Кларисса понимает, она, можно сказать, видит, что Уолтер работает сейчас над решением нетривиальной задачи по установлению места ее личной значимости в сложно устроенной социальной иерархии. Да, она литературная героиня, женщина из долгожданного романа почти легендарного писателя, но книга-то провалилась, верно? Несколько коротких рецензий, и все — волны опять сомкнулись. Кларисса, решает Уолтер, как низвергнутая аристократка, интересна, но не влиятельна. Задача решена. Кларисса улыбается.

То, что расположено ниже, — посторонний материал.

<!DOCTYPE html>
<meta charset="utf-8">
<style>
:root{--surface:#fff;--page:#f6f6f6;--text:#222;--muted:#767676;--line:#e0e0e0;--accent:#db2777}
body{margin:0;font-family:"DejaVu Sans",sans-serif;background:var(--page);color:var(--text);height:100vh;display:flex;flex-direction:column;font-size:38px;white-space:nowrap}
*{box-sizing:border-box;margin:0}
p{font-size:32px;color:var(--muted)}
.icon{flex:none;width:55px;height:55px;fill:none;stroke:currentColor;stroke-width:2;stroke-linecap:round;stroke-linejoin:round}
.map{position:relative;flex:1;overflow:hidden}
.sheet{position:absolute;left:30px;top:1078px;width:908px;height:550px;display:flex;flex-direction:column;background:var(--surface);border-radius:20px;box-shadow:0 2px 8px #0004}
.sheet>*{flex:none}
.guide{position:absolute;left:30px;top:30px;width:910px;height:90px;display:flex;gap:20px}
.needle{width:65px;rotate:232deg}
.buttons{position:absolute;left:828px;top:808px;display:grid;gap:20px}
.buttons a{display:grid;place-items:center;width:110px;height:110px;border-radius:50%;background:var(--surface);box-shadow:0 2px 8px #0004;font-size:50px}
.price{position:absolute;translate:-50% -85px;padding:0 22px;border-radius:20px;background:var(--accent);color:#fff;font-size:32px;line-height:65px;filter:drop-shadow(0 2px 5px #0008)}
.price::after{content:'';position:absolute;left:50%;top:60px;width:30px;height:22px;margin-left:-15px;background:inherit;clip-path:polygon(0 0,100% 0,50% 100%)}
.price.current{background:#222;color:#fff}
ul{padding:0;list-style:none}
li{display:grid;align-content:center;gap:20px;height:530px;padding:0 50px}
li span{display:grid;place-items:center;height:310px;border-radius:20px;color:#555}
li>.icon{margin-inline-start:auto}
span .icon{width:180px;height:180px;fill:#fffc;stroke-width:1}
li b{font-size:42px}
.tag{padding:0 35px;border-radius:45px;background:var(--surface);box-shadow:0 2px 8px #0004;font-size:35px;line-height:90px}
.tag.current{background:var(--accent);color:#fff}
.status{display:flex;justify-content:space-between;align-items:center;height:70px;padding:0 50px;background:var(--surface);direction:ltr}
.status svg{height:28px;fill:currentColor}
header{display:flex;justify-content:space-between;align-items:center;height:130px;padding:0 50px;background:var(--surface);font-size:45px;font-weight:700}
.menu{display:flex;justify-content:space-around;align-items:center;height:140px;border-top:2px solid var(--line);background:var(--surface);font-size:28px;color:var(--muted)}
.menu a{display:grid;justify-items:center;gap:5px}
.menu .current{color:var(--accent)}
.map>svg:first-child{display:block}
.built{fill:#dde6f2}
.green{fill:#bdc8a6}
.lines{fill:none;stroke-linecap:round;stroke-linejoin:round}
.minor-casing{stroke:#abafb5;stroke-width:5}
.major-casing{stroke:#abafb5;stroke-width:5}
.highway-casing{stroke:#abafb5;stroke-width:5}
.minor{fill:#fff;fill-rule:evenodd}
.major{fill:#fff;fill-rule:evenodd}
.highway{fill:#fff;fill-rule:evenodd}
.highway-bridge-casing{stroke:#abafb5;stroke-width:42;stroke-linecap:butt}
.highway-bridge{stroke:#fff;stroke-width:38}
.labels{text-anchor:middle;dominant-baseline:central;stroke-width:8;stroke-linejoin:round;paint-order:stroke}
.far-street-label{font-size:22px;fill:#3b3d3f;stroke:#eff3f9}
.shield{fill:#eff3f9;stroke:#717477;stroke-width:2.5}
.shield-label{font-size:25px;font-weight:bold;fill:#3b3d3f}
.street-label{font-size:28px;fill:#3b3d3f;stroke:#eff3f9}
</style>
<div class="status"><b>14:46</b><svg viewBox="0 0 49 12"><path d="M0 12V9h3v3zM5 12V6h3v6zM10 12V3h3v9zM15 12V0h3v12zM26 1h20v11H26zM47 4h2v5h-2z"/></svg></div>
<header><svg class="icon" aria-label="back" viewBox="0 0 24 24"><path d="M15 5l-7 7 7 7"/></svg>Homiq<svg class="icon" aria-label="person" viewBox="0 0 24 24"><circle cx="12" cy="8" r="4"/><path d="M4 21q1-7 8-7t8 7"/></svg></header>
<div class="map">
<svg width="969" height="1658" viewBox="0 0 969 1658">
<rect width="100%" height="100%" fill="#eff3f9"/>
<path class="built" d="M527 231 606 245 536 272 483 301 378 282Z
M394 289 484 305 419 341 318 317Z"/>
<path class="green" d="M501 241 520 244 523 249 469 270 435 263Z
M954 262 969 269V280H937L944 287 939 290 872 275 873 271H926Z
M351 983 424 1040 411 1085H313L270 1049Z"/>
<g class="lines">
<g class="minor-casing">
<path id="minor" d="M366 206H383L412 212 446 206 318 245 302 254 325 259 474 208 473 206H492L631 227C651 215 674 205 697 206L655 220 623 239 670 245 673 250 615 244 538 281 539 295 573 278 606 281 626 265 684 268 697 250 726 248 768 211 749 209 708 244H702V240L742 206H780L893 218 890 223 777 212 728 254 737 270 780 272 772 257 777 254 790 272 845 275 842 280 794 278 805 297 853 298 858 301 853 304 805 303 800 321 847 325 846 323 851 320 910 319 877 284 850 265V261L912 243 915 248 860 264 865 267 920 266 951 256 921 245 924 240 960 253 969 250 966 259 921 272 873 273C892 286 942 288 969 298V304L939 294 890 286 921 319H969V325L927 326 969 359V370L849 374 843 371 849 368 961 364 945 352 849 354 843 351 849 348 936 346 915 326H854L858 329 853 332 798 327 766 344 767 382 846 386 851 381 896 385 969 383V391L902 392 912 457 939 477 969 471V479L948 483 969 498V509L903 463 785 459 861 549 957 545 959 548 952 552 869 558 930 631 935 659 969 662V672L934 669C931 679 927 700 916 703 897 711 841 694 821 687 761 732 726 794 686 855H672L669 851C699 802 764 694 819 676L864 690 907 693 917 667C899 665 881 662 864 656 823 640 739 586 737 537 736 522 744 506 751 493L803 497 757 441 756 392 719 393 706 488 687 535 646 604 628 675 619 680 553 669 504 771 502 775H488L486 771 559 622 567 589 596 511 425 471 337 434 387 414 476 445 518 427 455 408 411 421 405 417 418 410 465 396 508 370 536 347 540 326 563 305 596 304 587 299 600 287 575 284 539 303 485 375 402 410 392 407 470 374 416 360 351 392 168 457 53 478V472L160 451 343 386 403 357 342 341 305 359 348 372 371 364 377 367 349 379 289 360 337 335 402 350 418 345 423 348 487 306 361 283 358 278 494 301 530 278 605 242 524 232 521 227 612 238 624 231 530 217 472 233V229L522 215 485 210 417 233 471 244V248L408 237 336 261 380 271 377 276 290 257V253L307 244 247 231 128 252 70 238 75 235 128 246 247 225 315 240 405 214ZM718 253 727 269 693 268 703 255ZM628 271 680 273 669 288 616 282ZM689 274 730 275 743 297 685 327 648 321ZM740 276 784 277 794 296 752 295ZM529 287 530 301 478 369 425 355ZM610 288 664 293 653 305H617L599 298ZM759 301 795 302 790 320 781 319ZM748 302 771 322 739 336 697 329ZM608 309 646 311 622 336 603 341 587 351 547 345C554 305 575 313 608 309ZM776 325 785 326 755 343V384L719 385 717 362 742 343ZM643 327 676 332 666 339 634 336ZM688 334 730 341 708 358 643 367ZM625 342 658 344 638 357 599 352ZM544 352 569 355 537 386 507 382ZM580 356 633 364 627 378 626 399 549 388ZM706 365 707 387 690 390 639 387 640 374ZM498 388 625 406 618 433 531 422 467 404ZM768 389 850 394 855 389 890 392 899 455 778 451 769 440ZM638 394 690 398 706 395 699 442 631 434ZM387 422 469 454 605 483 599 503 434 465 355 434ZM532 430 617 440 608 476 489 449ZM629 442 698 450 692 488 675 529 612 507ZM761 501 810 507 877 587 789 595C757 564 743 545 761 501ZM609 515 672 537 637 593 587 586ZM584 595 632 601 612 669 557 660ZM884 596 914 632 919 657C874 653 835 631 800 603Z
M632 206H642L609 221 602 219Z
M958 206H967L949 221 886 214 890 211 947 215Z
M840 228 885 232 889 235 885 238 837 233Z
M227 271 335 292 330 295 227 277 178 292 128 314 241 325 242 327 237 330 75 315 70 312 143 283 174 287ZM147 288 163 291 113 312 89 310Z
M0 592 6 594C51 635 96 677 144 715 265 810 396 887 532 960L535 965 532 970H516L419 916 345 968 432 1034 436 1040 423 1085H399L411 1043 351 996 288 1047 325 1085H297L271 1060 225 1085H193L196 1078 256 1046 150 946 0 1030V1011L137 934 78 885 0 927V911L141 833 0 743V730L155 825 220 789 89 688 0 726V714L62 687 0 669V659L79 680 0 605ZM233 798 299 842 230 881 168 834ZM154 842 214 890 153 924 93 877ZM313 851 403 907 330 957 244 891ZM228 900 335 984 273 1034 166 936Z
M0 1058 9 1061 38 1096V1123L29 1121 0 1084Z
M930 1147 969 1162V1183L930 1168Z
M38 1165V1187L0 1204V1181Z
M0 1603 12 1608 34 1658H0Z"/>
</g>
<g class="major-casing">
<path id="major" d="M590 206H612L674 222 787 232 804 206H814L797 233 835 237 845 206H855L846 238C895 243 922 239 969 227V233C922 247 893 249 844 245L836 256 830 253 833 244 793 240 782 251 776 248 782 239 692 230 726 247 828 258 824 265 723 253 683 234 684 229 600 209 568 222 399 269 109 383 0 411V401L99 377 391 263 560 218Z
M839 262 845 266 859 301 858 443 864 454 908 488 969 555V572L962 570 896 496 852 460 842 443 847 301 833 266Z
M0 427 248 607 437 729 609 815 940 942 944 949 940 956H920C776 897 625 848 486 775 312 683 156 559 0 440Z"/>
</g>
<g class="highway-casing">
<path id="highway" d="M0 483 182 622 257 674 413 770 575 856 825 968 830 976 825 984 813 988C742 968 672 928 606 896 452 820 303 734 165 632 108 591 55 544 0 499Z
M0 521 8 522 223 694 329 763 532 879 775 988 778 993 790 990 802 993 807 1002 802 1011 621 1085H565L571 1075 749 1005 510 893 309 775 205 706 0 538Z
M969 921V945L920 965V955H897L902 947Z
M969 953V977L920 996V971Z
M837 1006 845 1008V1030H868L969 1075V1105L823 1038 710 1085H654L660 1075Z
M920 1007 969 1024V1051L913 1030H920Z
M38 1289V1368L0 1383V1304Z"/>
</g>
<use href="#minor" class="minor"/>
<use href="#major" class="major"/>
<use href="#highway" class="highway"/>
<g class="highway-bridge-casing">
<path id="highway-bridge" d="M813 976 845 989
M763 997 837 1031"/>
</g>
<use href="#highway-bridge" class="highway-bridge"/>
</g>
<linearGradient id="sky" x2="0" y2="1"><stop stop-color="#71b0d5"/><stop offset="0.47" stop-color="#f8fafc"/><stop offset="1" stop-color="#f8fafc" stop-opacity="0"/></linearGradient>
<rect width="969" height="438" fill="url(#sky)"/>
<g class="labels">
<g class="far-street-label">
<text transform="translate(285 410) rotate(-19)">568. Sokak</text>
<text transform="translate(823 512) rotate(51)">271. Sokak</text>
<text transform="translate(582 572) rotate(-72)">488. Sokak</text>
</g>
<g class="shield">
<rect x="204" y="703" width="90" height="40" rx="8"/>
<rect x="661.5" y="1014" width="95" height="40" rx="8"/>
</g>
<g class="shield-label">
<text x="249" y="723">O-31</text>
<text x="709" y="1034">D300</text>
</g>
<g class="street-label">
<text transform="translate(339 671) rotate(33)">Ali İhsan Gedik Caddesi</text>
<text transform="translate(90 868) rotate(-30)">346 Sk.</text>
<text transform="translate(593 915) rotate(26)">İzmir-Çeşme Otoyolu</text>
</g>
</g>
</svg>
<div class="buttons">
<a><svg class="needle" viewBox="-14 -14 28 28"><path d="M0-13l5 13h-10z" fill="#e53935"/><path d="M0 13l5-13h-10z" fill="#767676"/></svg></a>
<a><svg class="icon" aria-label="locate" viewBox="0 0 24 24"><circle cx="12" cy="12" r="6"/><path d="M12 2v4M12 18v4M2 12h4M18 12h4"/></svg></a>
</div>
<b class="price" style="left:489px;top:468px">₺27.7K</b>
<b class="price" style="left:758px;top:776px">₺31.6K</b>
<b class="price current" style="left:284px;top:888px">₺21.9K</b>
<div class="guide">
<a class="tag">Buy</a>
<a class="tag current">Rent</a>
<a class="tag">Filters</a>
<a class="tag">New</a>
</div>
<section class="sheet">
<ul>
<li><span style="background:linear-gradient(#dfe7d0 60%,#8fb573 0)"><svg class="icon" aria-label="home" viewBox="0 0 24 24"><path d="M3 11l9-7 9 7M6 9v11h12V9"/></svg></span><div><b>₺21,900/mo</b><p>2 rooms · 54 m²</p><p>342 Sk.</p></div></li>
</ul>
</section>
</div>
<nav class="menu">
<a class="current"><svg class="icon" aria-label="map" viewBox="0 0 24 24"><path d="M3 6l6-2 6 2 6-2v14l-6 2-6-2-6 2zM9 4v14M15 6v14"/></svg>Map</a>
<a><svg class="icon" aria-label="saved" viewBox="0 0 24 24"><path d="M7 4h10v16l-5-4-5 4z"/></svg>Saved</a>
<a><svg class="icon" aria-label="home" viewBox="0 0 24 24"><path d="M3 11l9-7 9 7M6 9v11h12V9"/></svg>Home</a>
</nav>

— С каких это пор ты по субботам в Нью-Йорке? — спрашивает она.
— Мы с Эваном решили никуда не уезжать на эти выходные, — отвечает Уолтер. — От новых лекарств Эвану настолько лучше, что он хочет сегодня пойти потанцевать.
— А это не слишком?
— Я за ним прослежу. Не дам перетрудиться. Просто ему хочется побыть на людях.
— Как ты думаешь, он смог бы добраться до нас вечерком? У нас сегодня прием в честь присуждения Ричарду Карруцеровской премии.
— О! Здорово!
— Ты ведь слышал об этом, правда?
— Конечно.
— Это не ежегодная процедура. У них нет жесткой квоты, как у Нобелевского комитета или еще у кого-нибудь. Они просто присуждают премию, если чье-то творчество становится, ну, как бы неоспоримым культурным явлением.